Assignment 5: Memo for RISD Museum or HMA outlining a plan of public programming. (For RISD,
base on the One Room reports.) Write a 2-3 page memorandum to either the director of the RISD Museum or the Haffenreffer Museum of Anthropology, describing recent developments in community participation in museum programming, and setting out a program for the organization to follow to expand into these areas. Be convincing: explain why this is a good idea. Cite the literature we‟ve read in class. Do research on the organization you choose so that you can argue from present mission, audience, collections, and expertise. Give some examples of other organizations that have done a good job of collecting and presenting this material. Spell out a specific plan of areas to collect, ways to use the material, and audiences that it will attract. (Extra credit: prepare a rough budget, with staffing and costs, and suggest potential granting agencies or foundations that might be interested in funding the project.) Due March 20.

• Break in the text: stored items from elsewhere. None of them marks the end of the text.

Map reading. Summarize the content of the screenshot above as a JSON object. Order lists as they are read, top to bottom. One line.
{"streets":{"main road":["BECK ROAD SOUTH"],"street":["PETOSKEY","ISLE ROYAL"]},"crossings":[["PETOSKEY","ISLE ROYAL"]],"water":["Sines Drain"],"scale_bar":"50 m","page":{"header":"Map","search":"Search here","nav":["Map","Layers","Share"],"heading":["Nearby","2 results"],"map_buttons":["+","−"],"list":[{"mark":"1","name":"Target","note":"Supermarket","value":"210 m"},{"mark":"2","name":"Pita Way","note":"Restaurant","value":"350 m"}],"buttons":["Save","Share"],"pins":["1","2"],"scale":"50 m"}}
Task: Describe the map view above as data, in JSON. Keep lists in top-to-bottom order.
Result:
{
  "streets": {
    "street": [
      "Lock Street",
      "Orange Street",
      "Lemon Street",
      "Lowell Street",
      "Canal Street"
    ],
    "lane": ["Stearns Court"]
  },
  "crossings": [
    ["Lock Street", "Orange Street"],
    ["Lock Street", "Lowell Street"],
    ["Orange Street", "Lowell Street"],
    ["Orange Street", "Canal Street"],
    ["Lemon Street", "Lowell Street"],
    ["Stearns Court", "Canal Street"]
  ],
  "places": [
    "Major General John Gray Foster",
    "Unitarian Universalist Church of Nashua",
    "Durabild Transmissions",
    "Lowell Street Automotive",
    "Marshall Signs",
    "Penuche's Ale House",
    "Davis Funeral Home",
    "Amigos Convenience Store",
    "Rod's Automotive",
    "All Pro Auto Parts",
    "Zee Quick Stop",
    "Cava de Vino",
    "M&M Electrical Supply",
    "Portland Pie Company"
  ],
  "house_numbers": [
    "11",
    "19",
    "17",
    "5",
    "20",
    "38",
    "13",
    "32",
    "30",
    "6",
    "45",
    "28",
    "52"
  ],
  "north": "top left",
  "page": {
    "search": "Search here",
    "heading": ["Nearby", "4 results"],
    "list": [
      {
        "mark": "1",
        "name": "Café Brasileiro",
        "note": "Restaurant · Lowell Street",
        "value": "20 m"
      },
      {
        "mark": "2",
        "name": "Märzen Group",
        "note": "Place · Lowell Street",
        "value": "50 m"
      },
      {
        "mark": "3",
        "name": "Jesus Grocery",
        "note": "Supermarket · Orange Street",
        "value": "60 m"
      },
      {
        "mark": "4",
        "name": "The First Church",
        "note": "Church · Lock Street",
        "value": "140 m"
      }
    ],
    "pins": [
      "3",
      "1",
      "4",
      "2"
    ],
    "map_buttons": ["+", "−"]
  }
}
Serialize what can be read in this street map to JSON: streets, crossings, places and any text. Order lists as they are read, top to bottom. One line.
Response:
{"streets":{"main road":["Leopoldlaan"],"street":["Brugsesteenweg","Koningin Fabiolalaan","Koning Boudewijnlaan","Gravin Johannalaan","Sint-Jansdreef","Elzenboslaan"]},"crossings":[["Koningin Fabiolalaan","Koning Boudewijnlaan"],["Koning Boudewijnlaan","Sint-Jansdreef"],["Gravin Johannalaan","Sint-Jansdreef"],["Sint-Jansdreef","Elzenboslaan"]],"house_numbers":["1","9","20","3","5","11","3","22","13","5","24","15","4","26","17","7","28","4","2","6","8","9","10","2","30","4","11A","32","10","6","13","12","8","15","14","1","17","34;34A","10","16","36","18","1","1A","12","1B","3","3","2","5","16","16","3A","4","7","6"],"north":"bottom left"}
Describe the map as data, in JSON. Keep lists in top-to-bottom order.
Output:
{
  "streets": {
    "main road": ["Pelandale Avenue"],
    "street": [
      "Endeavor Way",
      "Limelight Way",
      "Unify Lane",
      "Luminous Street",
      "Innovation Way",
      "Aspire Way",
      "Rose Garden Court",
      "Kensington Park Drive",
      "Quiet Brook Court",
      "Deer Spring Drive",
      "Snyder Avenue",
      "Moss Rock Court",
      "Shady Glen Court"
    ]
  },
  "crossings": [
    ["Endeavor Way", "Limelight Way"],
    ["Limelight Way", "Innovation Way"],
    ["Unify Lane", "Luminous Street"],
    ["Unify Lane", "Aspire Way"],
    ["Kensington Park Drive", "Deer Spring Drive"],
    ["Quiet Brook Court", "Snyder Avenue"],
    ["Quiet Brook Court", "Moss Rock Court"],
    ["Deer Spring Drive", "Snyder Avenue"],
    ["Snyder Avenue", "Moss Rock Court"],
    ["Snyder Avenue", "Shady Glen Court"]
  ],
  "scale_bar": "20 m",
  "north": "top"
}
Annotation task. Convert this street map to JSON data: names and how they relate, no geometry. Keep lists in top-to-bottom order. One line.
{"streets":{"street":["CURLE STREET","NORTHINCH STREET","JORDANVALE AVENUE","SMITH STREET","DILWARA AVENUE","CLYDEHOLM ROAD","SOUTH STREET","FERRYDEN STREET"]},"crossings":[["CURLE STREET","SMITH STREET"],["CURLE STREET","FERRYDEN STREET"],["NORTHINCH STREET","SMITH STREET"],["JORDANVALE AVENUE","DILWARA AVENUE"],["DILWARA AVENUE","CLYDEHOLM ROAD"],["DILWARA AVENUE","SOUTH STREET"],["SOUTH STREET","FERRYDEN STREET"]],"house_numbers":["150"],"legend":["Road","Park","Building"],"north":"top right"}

Assignment 6: Mobile RI. RI Council for the Humanities and the Public Humanities Center are producing a mobile app of RI history. We will be working on black history in RI, working with the RI Black Heritage Society, and on the Blackstone region, working with Slater Mill Historic Site. Each student will write one entry, doing the research, finding media (audio and video), and writing to the project guidelines. Due 3/27; second draft will be due 4/15. More information to come. Assignment 7: Collections committee memorandum. Write a memo to the National Museum of American History collections committee making the case for collecting some artifact or collection. Model it on the example memoranda. Describe present collections in the museum and how it builds on strengths or fills in gaps; how the object might be used in research and exhibitions; any community connections; any possible political concerns. You might also want to outline similar collections at other museums. Be convincing. 3-5 pages. Due April 15. Note: if you‟d like to write for another museum, you may. Assignment 8. Write 2 questions for the Ethics Bowl competition, based on any topic covered in class this semester. Model them on the IUPUI Ethics Bowl, or on the Archaeology Ethics Bowl. Due at class on Thursday, May 1.